← Storage · beginner · 8 min · 01 / 06 বাংলা

Storage Primitives

Block, file, and object storage — what each abstraction provides, where each breaks down, and how to choose.

block storagefile storageobject storageNFSS3storage architecture

Real-World Analogy

Three ways to store physical documents: block storage is blank notebooks — raw pages, you organize them however you want. File storage is a filing cabinet — pre-organized into folders and drawers, multiple people can open it at once. Object storage is a flat warehouse with numbered bins — each bin has a label, you fetch the whole bin at once, no filing system, infinite warehouse.

Block Storage

Raw, addressable storage presented as a disk. The operating system handles the filesystem on top.

Application
    ↓
Filesystem (ext4, XFS, APFS)
    ↓
Block device (/dev/sda, /dev/nvme0n1)
    ↓
Physical disk or network-attached block (EBS, Longhorn, Ceph)

Characteristics:

Low-level — the OS decides how to organize data
Random access — seek to any byte position
Single-attach — one server mounts a block device at a time (with exceptions)
Fastest — databases, VMs, OS volumes
Not inherently sharable — can’t mount the same EBS volume on two EC2 instances simultaneously

Use for: databases (Postgres, MySQL, MongoDB data directories), VM images, OS volumes.

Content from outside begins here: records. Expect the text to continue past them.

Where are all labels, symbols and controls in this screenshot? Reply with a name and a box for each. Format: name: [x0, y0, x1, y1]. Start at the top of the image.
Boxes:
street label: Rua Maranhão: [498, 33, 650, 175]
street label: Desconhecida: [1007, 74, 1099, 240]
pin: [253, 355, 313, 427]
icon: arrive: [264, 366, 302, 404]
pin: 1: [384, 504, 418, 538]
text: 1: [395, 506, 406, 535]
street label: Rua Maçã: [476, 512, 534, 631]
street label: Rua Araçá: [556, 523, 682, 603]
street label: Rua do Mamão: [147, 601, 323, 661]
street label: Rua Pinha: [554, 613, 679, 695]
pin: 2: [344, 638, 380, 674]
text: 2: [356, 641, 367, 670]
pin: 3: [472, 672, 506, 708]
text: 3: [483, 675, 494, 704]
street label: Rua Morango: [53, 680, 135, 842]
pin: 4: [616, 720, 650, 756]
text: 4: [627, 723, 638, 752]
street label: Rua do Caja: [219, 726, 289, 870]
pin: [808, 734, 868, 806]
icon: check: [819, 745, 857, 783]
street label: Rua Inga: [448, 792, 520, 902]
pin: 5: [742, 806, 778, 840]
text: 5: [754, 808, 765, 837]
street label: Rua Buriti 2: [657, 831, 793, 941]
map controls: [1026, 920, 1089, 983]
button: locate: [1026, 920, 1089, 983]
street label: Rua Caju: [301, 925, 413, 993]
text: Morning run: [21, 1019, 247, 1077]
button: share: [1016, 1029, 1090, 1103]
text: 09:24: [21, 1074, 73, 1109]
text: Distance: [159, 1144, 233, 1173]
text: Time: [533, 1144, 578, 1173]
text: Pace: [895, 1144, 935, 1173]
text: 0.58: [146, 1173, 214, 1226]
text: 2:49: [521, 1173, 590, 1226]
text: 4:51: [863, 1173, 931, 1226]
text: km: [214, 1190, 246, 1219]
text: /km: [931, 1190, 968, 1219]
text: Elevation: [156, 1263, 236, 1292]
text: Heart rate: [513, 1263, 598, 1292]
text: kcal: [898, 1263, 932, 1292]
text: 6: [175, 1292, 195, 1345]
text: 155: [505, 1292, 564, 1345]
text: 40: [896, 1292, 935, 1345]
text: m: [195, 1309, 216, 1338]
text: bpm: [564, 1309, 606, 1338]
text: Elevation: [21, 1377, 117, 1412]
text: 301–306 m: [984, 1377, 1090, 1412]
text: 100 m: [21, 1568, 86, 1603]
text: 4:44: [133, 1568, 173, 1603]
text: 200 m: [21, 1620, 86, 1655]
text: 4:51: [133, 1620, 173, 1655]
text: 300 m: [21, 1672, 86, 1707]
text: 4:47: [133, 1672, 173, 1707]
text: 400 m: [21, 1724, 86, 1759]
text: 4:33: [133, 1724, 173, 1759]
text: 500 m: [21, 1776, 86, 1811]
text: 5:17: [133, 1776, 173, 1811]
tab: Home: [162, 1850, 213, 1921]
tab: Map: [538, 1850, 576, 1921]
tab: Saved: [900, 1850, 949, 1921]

File Storage (Network Filesystem)

A filesystem shared over a network — multiple servers mount the same directory and see the same files.

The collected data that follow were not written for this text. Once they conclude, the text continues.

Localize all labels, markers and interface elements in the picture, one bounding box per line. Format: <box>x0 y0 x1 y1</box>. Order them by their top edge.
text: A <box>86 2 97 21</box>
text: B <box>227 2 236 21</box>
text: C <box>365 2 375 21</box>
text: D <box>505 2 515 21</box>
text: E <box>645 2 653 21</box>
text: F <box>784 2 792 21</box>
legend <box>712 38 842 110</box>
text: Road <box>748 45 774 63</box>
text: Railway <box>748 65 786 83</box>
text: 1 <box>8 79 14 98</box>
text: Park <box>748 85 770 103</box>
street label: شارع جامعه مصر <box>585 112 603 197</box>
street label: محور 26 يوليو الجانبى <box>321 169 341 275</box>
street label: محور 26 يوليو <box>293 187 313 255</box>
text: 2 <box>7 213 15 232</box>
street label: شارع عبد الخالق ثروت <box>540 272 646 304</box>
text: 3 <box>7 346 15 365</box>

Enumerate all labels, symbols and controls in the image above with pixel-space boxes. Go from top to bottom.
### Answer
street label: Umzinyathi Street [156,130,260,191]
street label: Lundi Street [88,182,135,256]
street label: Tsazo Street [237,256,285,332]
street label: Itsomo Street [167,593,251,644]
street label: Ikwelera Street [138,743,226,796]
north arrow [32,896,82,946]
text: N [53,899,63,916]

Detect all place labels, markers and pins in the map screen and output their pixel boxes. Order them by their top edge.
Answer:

Server A              Server B
    \                 /
     NFS / SMB / CIFS
         |
    Fileserver (Synology, EFS, Azure Files)

Characteristics:

Familiar filesystem API (open, read, write, ls)
Multi-mount — many servers read/write simultaneously
Distributed locking (with caveats — file locking over NFS is unreliable)
Slower than local block (network RTT on every operation)
Not for databases — POSIX compliance gaps cause corruption

Use for: shared configuration files, legacy application data that expects a filesystem, media files accessed by a rendering cluster, WordPress uploads shared across app servers.

NFS quick setup:

# Server
apt install nfs-kernel-server
mkdir /exports/shared
echo "/exports/shared 10.0.0.0/24(rw,sync,no_subtree_check)" >> /etc/exports
exportfs -a

# Client
apt install nfs-common
mount -t nfs 10.0.0.10:/exports/shared /mnt/shared

# Add to /etc/fstab for persistence
10.0.0.10:/exports/shared /mnt/shared nfs defaults,_netdev 0 0

Object Storage

Files stored as flat objects (key → binary blob). No hierarchy, no random writes — get and put entire objects.

PUT /bucket/user-avatars/user-123.jpg    (store)
GET /bucket/user-avatars/user-123.jpg    (retrieve)
DELETE /bucket/user-avatars/user-123.jpg (delete)

Characteristics:

Infinite scale — no capacity planning, no “disk full”
HTTP API — presigned URLs, direct browser upload
Eventual consistency (now strongly consistent on AWS S3)
Immutable by default — can’t append to an object, must replace it
Cheap — $0.023/GB/month on S3 vs $0.10/GB/month for EBS
Not a filesystem — no ls that scales, no random writes, no POSIX

Use for: user uploads (images, documents), media files, backups, static assets, logs, large datasets, database dumps.

Comparison

	Block	File (NFS)	Object (S3)
Abstraction	Raw disk	Filesystem	Key-value
Access pattern	Random read/write	Sequential + random	Full-object GET/PUT
Multi-mount	No (mostly)	Yes	Yes (HTTP)
Scale	Finite (volume size)	Finite (NAS capacity)	Effectively infinite
Speed	Fastest	Medium	Medium (HTTP overhead)
Cost	Highest	Medium	Cheapest
Use case	Databases, VMs	Legacy apps, shared FS	User files, media, backups

Choosing in Practice

User avatar uploads: object storage. Cheap, scales to millions, serve via CDN, presigned URLs for direct upload from browser.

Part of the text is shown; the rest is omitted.